I have used this forum to look up solutions to my problems and have been ordering from the sitefor a while but I cant find the info that I need so I have now joined. I am printing some simple labels off of my HP Deskjet 5440 using some avery labels and avery software. I have had no trouble until last night and whenI print the labels it is totally misaligned. My printer is printing the labels almost a half an inch too high on the top. I have the right template and have printed this label before but now all of a sudden it does this. I was wondering if anyone has had this trouble and might know how to fix it. The margins are all fine and if I print the label onto a plain sheet of paper it does it correctly. It is only when I try to print with the label paper.


----------



## Tom (Nov 12, 2009)

This is what I do. I have a HP officejet pro7555. I print on bright white paper. Iuse the "best" printing (high DPI) when printing. I then take that copy to Staples for color copy. (they have laser and ink don't run)
I then cut the prints out ( shipping label 6 to a page) and use a glue stick to adhere to the bottle. No problems and easy to remove.


----------



## Wade E (Nov 12, 2009)

Did you possibly add a new cartridge to your printer? You may have to go in to your printer properties and realign as sometimes this just happens out of the blue or especially when putting a new cartridge in.


----------



## Runningwolf (Nov 12, 2009)

This happened to me once when I was using a generic label and the top and bottom margins were not the same on the labels. I just had to flip the page around.


----------



## curveball09 (Nov 12, 2009)

Thanks for the advice. I have tried flipping the sides around but it doesnt make a difference. I will keep trying to figure it out. I appreciate the info.


----------



## pelican (Nov 14, 2009)

In your printer maintenance options of the printer software, you can try realigning the print heads.... don't know if that will help but could be worth a try.


----------



## grapeman (Nov 15, 2009)

This problem may continue to get worse. HP printers are known for getting worn rollers in the inkjets after a while. Somewhere in the feed assembly they are starting to get worn smooth or get a buildup of paper dust. This allows the paper to slip on the rollers a bit before feeding it and leads to printing beginning to far up on the paper. At first it only happens on thicker or glossy paper but after a while it will be on all paper. Eventually sheets will stop feeding more all the time. 

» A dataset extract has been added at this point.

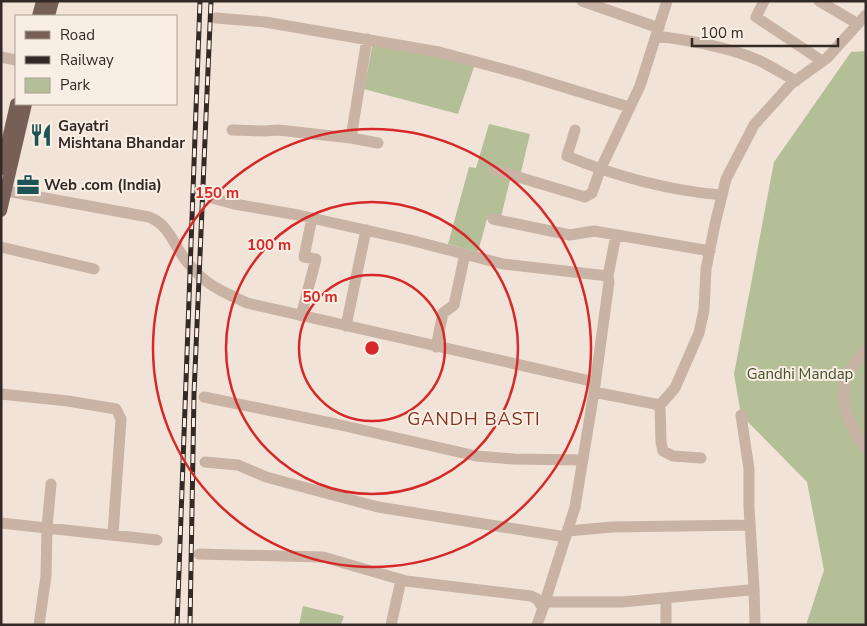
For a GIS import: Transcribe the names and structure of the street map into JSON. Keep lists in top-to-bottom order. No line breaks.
{"districts":["GANDH BASTI"],"parks":["Gandhi Mandap"],"places":{"restaurant":["Gayatri Mishtana Bhandar"],"office":["Web .com (India)"]},"legend":["Road","Railway","Park"],"scale_bar":"100 m","rings":["150 m","100 m","50 m"]}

To fix it, locate the feed rollers and try cleaning them carefully of all dust. You want a slightly rough feel to them, not hard and glossy.

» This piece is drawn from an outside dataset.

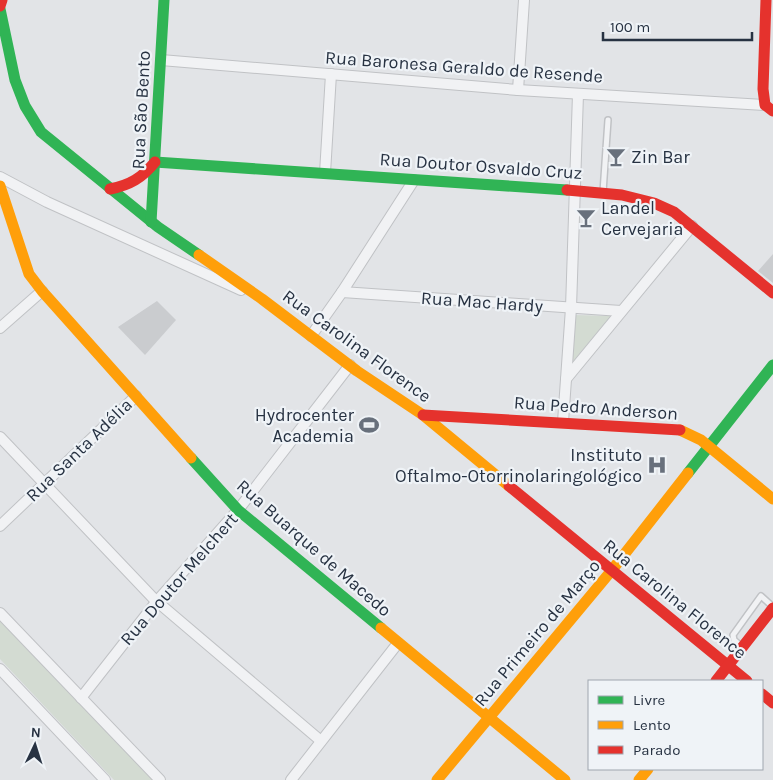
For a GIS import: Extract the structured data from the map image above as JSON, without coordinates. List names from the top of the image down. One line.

I'm not sure if this is your problem in this case, but it could be worth checking out.


----------



## Joanie (Nov 15, 2009)

An alcohol swab or a piece of paper towel with rubbing alcohol on it will help to clean your rollers.


----------



## grapeman (Nov 15, 2009)

It looks like Joan knows the drill for fixing the rollers also!


----------



## Joanie (Nov 15, 2009)

OR... you could just drink alcohol...then you won't care about your rollers.


----------



## Big Ike (Nov 15, 2009)

Joan said:


> OR... you could just drink alcohol...then you won't care about your rollers.

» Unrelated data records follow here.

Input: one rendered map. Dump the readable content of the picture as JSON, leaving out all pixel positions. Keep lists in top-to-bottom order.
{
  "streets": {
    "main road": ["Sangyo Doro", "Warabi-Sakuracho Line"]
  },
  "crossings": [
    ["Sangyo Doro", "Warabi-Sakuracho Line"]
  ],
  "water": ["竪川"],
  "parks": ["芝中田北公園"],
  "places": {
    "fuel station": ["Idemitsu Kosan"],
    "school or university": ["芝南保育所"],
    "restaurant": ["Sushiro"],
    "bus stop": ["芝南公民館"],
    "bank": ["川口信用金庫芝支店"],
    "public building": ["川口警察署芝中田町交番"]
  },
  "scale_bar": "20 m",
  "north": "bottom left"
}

I'm a Joan fan. My printer was giving me fits, but the alcohol has fixed that.


----------



## grapeman (Nov 15, 2009)

So Ike, did the alcohol fix the printer or just you?


----------



## Tom (Nov 15, 2009)

OH yea !
Do tell LOL !


----------



## Big Ike (Nov 15, 2009)

appleman said:


> So Ike, did the alcohol fix the printer or just you?



Just me!


----------